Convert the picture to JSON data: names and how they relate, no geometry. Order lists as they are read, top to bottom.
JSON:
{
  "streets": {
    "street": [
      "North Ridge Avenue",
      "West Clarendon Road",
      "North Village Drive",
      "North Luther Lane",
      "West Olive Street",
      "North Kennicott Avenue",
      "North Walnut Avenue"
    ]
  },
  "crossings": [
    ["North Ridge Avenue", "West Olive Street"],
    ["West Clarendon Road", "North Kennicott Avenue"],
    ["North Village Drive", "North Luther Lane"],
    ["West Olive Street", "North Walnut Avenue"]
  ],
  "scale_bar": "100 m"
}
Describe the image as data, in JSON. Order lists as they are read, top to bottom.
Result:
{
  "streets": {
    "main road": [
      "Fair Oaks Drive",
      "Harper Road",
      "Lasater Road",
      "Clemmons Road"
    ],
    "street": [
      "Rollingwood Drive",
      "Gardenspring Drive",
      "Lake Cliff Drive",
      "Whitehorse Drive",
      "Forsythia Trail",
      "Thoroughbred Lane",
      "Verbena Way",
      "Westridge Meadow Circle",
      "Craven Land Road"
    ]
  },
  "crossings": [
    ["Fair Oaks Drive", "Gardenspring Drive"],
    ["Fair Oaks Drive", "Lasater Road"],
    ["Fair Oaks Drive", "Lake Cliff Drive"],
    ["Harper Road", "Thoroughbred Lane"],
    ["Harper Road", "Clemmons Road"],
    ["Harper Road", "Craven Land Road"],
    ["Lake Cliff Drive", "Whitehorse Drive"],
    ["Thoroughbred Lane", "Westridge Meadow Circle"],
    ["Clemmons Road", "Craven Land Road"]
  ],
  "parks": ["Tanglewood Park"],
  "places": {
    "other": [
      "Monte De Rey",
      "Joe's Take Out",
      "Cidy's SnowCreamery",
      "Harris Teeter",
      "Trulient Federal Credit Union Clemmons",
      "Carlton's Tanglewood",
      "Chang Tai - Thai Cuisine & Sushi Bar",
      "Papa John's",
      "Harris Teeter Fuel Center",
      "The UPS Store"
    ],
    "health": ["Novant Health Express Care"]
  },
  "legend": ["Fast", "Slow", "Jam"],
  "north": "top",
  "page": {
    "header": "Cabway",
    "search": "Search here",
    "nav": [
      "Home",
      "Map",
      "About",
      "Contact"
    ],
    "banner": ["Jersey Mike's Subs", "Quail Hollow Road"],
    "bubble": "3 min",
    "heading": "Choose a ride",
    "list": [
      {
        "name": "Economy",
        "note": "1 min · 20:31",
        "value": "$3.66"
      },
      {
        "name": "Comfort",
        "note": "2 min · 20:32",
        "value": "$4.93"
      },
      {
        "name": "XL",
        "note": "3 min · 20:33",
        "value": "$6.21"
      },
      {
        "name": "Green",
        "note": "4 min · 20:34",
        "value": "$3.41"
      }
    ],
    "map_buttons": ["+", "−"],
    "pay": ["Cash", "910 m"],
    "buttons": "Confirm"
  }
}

• _Required work_
Beginning at the first line of the records, give again each line exactly as written, ending with the line that contains "Describe the image".

• _Task answer_
Convert the picture to JSON data: names and how they relate, no geometry. Order lists as they are read, top to bottom.
JSON:
{
  "streets": {
    "street": [
      "North Ridge Avenue",
      "West Clarendon Road",
      "North Village Drive",
      "North Luther Lane",
      "West Olive Street",
      "North Kennicott Avenue",
      "North Walnut Avenue"
    ]
  },
  "crossings": [
    ["North Ridge Avenue", "West Olive Street"],
    ["West Clarendon Road", "North Kennicott Avenue"],
    ["North Village Drive", "North Luther Lane"],
    ["West Olive Street", "North Walnut Avenue"]
  ],
  "scale_bar": "100 m"
}
Describe the image as data, in JSON. Order lists as they are read, top to bottom.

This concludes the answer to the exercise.